After years of complaining about the odours from nearby oil operations, the couple moved 75 kilo-metres west where they said the air didn’t smell so foul.

Langer’s father homesteaded the farm in 1929.

“I had no choice. We had to move,” said Richard, who blames their headaches, dizziness and lung problems on the smells and chemicals he said roll in with the wind from nearby energy operations.

Another hit landed this spring when Shell Canada gained regulatory approval for two new processing facilities.

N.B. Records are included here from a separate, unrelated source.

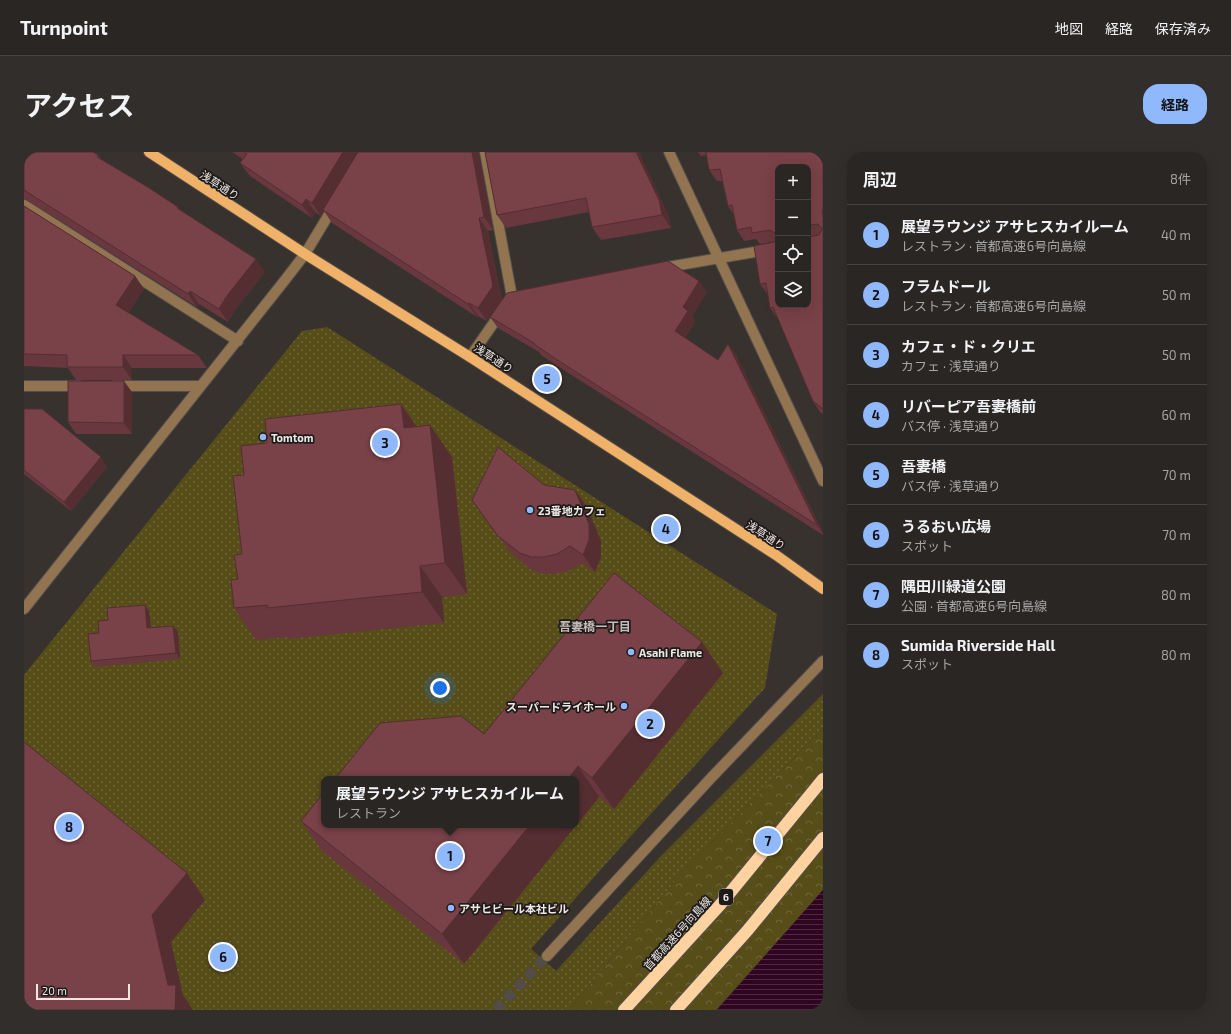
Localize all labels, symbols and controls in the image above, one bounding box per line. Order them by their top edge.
text: Turnpoint [20,16,108,39]
text: 地図 [1055,20,1083,37]
text: 経路 [1105,20,1133,37]
text: 保存済み [1155,20,1211,37]
button: 経路 [1143,84,1207,124]
text: アクセス [24,88,135,122]
map controls [775,164,811,308]
button: + [775,164,811,200]
street label: 浅草通り [198,168,242,202]
text: 周辺 [863,169,897,189]
text: 8件 [1170,171,1191,187]
button: − [775,200,811,236]
text: 展望ラウンジ アサヒスカイルーム [901,217,1129,235]
text: 1 [873,227,879,243]
text: 40 m [1161,227,1191,243]
button: locate [775,236,811,272]
text: レストラン · 首都高速6号向島線 [901,238,1086,254]
button: layers [775,272,811,308]
text: フラムドール [901,277,991,295]
text: 2 [872,287,880,303]
text: 50 m [1162,287,1191,303]
text: レストラン · 首都高速6号向島線 [901,298,1086,314]
text: カフェ・ド・クリエ [901,337,1036,355]
street label: 浅草通り [472,341,516,375]
text: 3 [872,347,880,363]
text: 50 m [1162,347,1191,363]
text: カフェ · 浅草通り [901,358,1001,374]
pin: 5 [534,364,560,394]
text: リバーピア吾妻橋前 [901,397,1036,415]
text: 4 [872,407,880,423]
text: 60 m [1161,407,1191,423]
text: バス停 · 浅草通り [901,418,1001,434]
pin: 3 [372,428,398,458]
place label: Tomtom [271,431,314,444]
marker: Tomtom [258,432,268,442]
text: 吾妻橋 [901,457,946,475]
text: 5 [872,467,880,483]
text: 70 m [1162,467,1191,483]
text: バス停 · 浅草通り [901,478,1001,494]
place label: 23番地カフェ [538,504,606,517]
marker: 23番地カフェ [525,505,535,515]
pin: 4 [653,514,679,544]
text: うるおい広場 [901,517,991,535]
street label: 浅草通り [744,518,788,552]
text: 6 [872,527,880,543]
text: 70 m [1162,527,1191,543]
text: スポット [901,538,953,554]
text: 隅田川緑道公園 [901,577,1006,595]
text: 7 [873,587,879,603]
text: 80 m [1161,587,1191,603]
text: 公園 · 首都高速6号向島線 [901,598,1047,614]
district label: 吾妻橋一丁目 [559,619,631,633]
text: Sumida Riverside Hall [901,636,1055,654]
place label: Asahi Flame [639,646,702,659]
marker: Asahi Flame [626,647,636,657]
text: 8 [872,647,880,663]
text: 80 m [1161,647,1191,663]
text: スポット [901,656,953,672]
your location [430,678,450,698]
place label: スーパードライホール [506,700,616,713]
marker: スーパードライホール [619,701,629,711]
pin: 2 [637,709,663,739]
popup [321,776,579,828]
text: 展望ラウンジ アサヒスカイルーム [336,784,564,802]
text: レストラン [336,805,401,821]
pin: 8 [56,812,82,842]
pin: 7 [755,826,781,856]
pin: 1 [437,841,463,871]
road number: 6 [719,889,733,905]
street label: 首都高速6号向島線 [641,894,713,972]
place label: アサヒビール本社ビル [459,902,569,915]
marker: アサヒビール本社ビル [446,903,456,913]
pin: 6 [210,942,236,972]
scale bar [36,982,130,1001]
text: 20 m [42,984,67,997]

“We’ve given up hope. Two years ago they said it would be better. There is such a great expansion. They can’t seal all the leaks,” said Richard, who worries his family has been branded troublemakers because of their opposition to the heavy oil facilities.

The problems began when one of the largest heavy oil fields in the province was discovered just east of their Three Creeks area farm. Unlike other oil processes, heavy oil is extracted using a giant auger and put into tanks. Once in the tanks, the bitumen is heated to 70 to 80 C to allow it to be trucked or piped to nearby processing facilities.

It’s that heating process that Carmen Langer, Richard and Audrey’s son, said is the problem. Some of the gases and chemicals escape during the heating process and drop to the ground during cold winter nights.

They roll through the valley and seep into the house, clinging to the furniture, carpets and bedding, they say.

“Midnight to 8 a.m. is the worst. It’s like you’re standing in a paving crew,” said Langer, who moves out of the house on the days that the odours move in.

About an hour south at Reno, Alain Labrecque is back at the farm harvesting timothy hay, but last spring the family sold eight of its nine quarters and moved to Smithers, B.C., to get away from the smell.

“We’re at ground zero,” said Labrec-que, who estimates there are 125 wells within a 10 km radius of the house.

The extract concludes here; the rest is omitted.